TASK DESCRIPTION :: Below are some entries. Copy each line that holds the string "from".

PROVIDED DATA ::
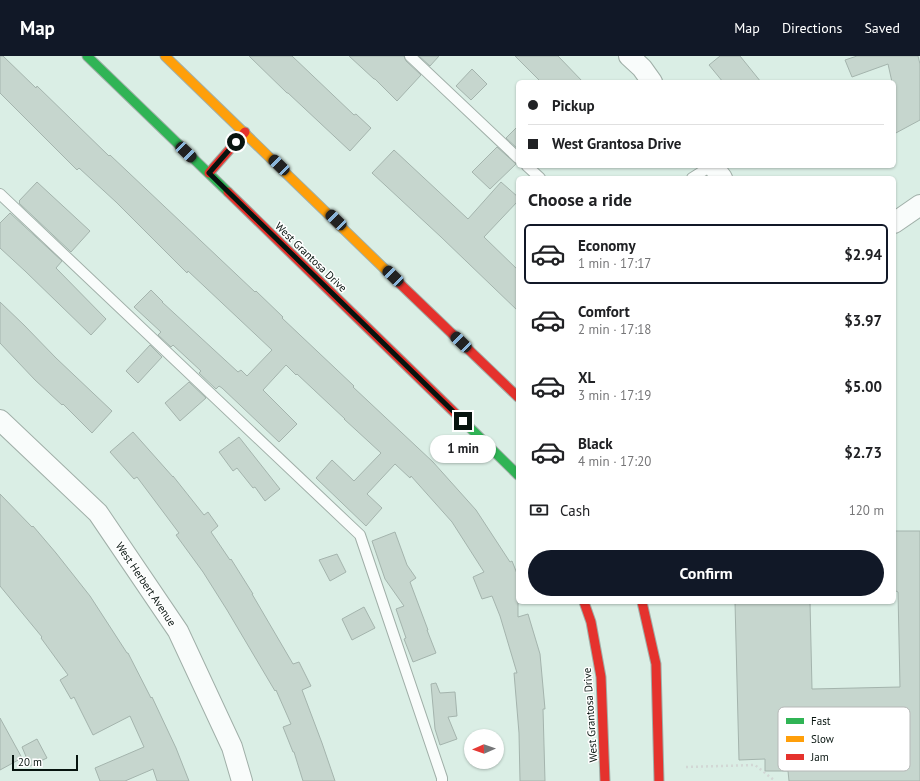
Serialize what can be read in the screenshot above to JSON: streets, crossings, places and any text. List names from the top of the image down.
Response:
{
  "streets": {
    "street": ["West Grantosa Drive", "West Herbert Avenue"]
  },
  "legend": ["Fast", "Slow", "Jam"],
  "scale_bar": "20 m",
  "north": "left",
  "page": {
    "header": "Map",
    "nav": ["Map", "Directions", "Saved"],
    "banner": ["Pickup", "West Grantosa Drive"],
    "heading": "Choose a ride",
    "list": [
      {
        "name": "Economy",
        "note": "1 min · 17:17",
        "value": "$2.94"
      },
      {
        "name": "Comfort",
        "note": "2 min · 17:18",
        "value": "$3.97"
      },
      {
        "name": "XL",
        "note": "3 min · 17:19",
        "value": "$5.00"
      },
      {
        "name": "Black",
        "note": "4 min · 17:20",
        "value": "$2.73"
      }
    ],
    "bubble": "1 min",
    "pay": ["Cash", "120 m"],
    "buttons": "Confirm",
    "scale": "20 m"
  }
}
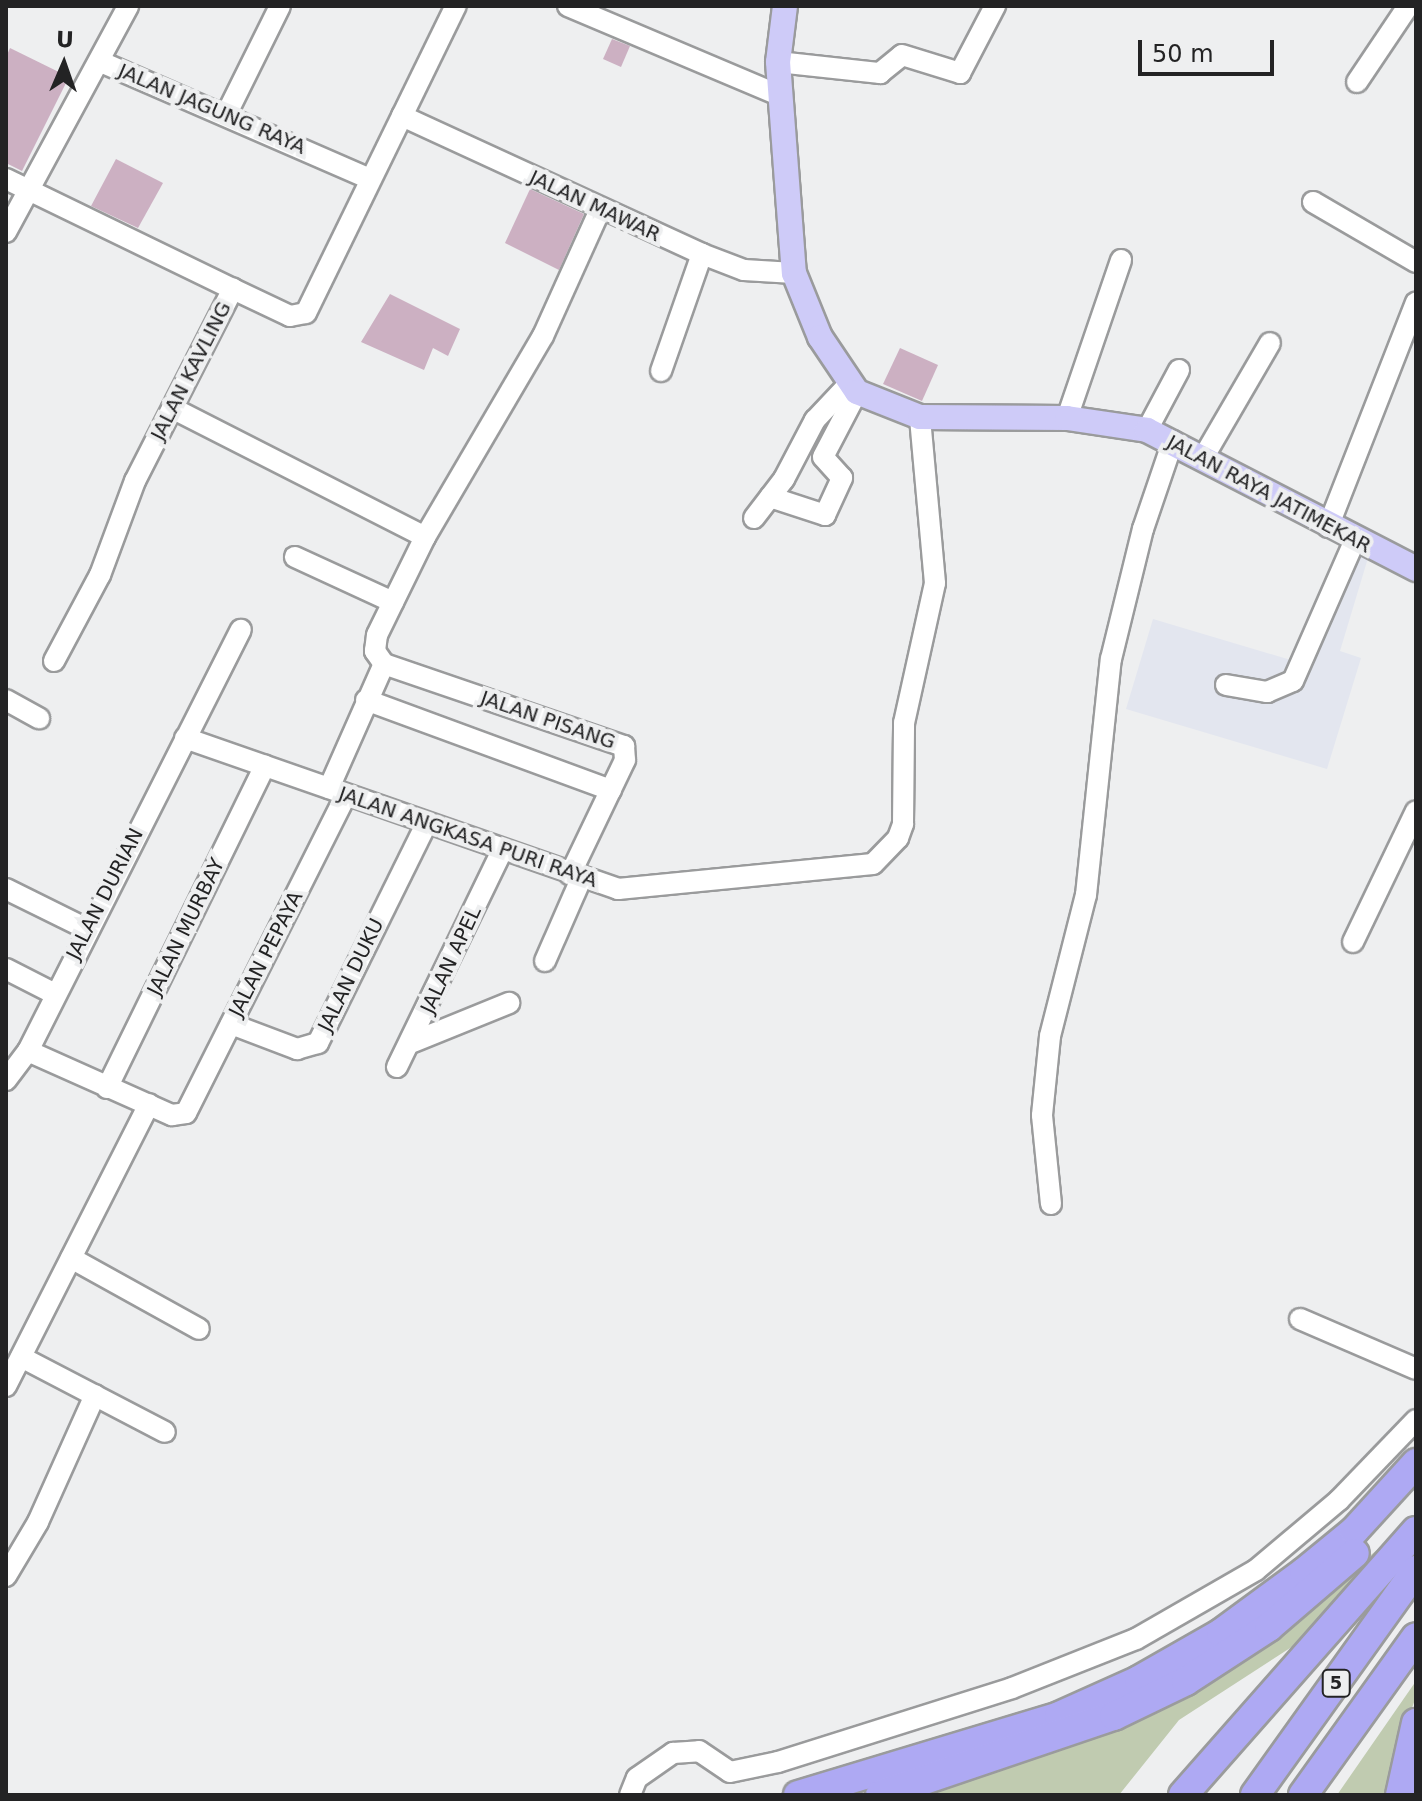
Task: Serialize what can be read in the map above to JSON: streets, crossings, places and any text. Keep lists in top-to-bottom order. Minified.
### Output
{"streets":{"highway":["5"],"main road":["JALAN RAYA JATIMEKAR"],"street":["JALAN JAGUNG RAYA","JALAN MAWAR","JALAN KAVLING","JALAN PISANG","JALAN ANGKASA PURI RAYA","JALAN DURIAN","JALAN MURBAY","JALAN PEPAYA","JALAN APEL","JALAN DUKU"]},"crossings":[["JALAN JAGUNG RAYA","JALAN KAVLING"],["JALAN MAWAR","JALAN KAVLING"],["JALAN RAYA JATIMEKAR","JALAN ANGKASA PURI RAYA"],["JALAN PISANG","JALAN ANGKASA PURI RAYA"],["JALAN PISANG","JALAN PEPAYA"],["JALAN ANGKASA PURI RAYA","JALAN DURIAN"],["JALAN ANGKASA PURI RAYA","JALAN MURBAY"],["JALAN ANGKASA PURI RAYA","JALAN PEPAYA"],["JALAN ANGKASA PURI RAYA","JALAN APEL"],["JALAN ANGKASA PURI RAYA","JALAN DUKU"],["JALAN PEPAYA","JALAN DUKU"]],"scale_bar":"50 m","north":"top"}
--
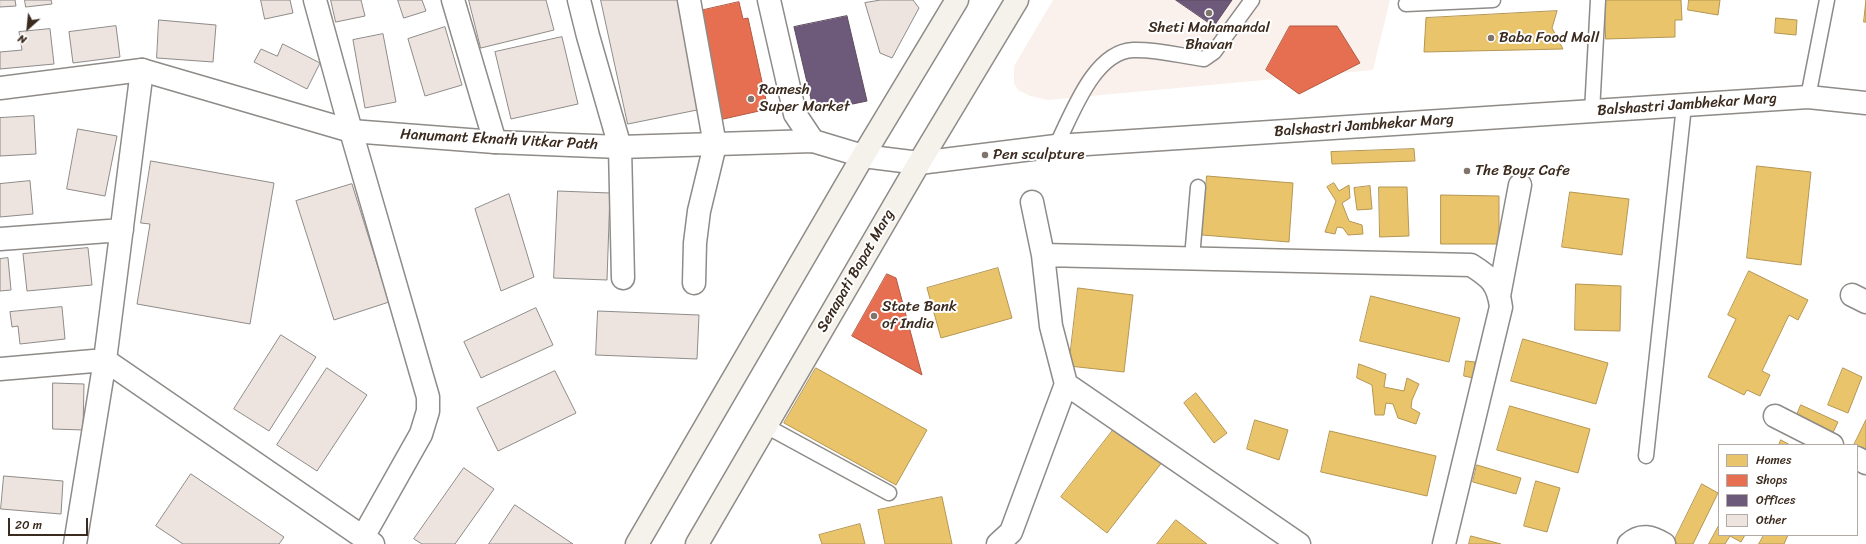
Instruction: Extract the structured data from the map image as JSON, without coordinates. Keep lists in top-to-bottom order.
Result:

REPLY ::
Serialize what can be read in the screenshot above to JSON: streets, crossings, places and any text. List names from the top of the image down.
Instruction: Extract the structured data from the map image as JSON, without coordinates. Keep lists in top-to-bottom order.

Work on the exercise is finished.